_YOUR OBJECTIVE_:
Word for word, restate the lines from the top of the records below through the line with "filter:drop-shadow(2px 0 #b4b7ba)", both included, with no pictures in the result.

[[ RECORD SET, beginning ]]

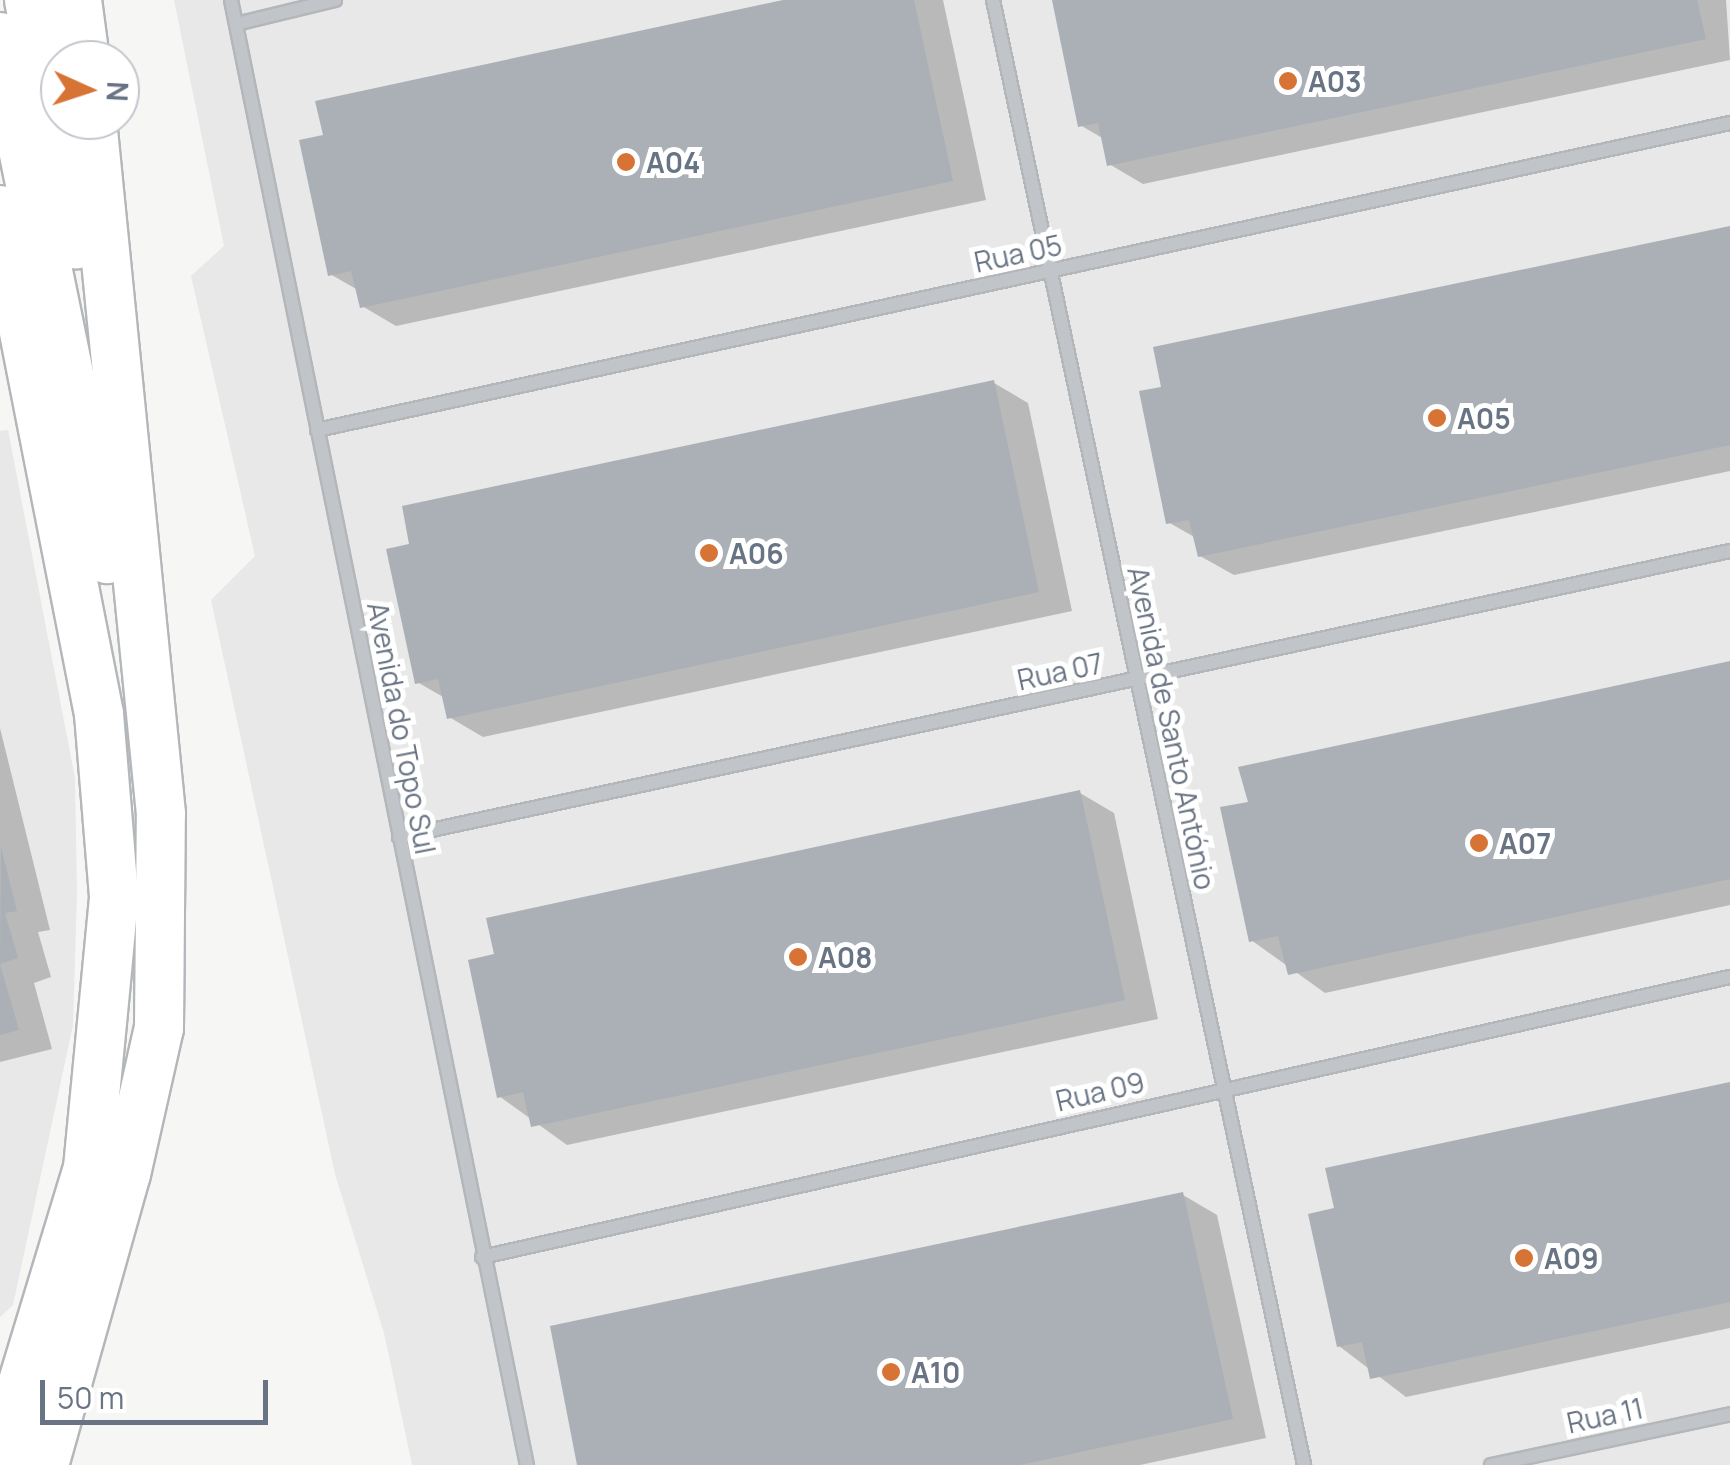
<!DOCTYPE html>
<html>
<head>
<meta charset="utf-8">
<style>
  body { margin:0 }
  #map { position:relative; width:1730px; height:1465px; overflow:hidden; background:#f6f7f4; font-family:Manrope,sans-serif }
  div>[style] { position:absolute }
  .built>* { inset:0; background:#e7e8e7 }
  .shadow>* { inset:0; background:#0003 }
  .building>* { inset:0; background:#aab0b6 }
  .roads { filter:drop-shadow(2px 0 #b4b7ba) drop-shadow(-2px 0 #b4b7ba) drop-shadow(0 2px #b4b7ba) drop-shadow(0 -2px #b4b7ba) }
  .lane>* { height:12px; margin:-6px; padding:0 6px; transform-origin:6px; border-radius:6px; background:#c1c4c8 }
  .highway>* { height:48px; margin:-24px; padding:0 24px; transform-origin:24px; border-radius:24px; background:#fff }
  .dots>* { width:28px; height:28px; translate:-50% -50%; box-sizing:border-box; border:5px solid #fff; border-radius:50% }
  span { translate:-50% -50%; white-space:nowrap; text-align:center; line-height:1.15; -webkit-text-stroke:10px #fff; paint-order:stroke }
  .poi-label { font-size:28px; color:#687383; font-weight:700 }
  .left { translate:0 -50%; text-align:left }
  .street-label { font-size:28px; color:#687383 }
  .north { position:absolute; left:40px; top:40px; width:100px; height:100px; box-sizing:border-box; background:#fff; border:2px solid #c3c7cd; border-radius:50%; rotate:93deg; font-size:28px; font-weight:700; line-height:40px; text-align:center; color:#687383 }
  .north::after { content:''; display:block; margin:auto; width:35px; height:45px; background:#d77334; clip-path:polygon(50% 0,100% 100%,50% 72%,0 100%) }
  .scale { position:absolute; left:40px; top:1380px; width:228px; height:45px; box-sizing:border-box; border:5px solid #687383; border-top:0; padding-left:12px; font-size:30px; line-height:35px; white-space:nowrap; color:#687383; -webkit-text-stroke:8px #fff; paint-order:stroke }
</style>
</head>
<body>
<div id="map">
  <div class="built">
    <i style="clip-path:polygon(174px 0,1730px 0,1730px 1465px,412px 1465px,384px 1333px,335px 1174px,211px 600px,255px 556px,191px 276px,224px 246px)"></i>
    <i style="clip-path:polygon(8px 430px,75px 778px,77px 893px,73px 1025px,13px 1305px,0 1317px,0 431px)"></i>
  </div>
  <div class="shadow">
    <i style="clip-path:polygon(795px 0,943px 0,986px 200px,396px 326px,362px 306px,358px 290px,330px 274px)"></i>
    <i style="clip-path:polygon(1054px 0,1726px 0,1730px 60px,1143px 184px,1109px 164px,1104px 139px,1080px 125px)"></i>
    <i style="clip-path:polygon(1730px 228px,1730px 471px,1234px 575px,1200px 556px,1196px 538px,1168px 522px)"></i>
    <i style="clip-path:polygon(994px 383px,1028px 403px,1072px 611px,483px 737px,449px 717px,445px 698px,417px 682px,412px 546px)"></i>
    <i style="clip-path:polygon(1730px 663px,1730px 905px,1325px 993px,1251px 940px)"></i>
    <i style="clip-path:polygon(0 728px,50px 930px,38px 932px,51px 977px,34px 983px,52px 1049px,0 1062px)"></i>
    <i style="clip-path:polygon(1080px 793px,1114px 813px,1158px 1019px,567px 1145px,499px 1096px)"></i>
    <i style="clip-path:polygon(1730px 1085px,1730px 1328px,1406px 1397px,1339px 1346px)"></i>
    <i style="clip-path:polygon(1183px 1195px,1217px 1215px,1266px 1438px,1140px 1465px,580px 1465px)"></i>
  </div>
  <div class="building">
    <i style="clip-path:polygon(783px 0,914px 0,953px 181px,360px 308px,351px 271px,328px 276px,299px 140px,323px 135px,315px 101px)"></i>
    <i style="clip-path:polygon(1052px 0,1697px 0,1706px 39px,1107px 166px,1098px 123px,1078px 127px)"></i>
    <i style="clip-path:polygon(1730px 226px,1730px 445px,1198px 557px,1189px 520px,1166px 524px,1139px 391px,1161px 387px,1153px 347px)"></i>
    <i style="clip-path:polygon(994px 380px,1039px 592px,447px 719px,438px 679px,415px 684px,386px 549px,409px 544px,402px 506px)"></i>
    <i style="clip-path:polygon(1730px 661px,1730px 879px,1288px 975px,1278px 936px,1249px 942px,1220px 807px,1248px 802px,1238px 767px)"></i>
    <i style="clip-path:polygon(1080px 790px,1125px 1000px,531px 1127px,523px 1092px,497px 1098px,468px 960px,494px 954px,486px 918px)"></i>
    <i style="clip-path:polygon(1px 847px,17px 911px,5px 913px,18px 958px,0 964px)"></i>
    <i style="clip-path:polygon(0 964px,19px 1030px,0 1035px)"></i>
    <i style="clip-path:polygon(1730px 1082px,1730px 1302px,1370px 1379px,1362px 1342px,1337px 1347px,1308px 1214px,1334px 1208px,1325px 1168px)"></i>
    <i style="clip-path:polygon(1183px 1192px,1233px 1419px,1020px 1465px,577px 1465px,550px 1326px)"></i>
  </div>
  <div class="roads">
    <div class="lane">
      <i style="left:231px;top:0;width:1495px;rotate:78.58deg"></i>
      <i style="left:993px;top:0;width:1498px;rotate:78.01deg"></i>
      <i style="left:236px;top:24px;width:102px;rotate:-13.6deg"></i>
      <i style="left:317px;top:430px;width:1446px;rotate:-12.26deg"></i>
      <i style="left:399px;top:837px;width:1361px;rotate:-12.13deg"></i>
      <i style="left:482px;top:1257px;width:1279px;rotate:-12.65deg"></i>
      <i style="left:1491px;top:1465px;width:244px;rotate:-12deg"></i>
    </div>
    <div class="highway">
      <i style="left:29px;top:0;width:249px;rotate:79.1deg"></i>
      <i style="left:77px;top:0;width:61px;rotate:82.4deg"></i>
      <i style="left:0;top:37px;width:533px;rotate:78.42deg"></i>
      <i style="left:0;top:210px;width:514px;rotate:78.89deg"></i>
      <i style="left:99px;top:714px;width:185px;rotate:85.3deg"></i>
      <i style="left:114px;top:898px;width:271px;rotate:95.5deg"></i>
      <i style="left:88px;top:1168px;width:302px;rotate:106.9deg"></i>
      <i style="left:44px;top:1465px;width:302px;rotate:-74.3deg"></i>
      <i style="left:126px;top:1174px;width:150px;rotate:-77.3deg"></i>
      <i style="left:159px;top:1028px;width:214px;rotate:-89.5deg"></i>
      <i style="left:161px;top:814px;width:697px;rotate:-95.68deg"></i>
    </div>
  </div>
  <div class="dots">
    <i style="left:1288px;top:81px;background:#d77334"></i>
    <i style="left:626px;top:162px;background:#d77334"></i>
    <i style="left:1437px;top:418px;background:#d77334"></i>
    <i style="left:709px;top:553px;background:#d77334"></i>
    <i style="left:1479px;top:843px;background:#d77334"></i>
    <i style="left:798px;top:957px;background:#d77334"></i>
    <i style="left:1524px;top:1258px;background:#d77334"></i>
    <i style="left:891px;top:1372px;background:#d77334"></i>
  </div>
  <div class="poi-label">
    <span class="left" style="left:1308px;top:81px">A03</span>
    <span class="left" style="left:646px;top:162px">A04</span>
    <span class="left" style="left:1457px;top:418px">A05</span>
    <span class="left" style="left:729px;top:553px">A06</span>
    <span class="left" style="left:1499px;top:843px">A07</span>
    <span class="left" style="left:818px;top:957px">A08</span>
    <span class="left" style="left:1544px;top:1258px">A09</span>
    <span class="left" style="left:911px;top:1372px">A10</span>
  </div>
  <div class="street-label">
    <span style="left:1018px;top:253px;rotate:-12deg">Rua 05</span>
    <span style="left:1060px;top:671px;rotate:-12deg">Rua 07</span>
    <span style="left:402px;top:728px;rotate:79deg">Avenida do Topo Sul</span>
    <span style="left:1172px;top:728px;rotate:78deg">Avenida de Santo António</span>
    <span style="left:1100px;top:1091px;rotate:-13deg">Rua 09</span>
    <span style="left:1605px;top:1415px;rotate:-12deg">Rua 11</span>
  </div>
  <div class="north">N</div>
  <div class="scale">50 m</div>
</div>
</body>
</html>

[[ RECORD SET, end ]]

_EXERCISE RESULT_:
<!DOCTYPE html>
<html>
<head>
<meta charset="utf-8">
<style>
  body { margin:0 }
  #map { position:relative; width:1730px; height:1465px; overflow:hidden; background:#f6f7f4; font-family:Manrope,sans-serif }
  div>[style] { position:absolute }
  .built>* { inset:0; background:#e7e8e7 }
  .shadow>* { inset:0; background:#0003 }
  .building>* { inset:0; background:#aab0b6 }
  .roads { filter:drop-shadow(2px 0 #b4b7ba) drop-shadow(-2px 0 #b4b7ba) drop-shadow(0 2px #b4b7ba) drop-shadow(0 -2px #b4b7ba) }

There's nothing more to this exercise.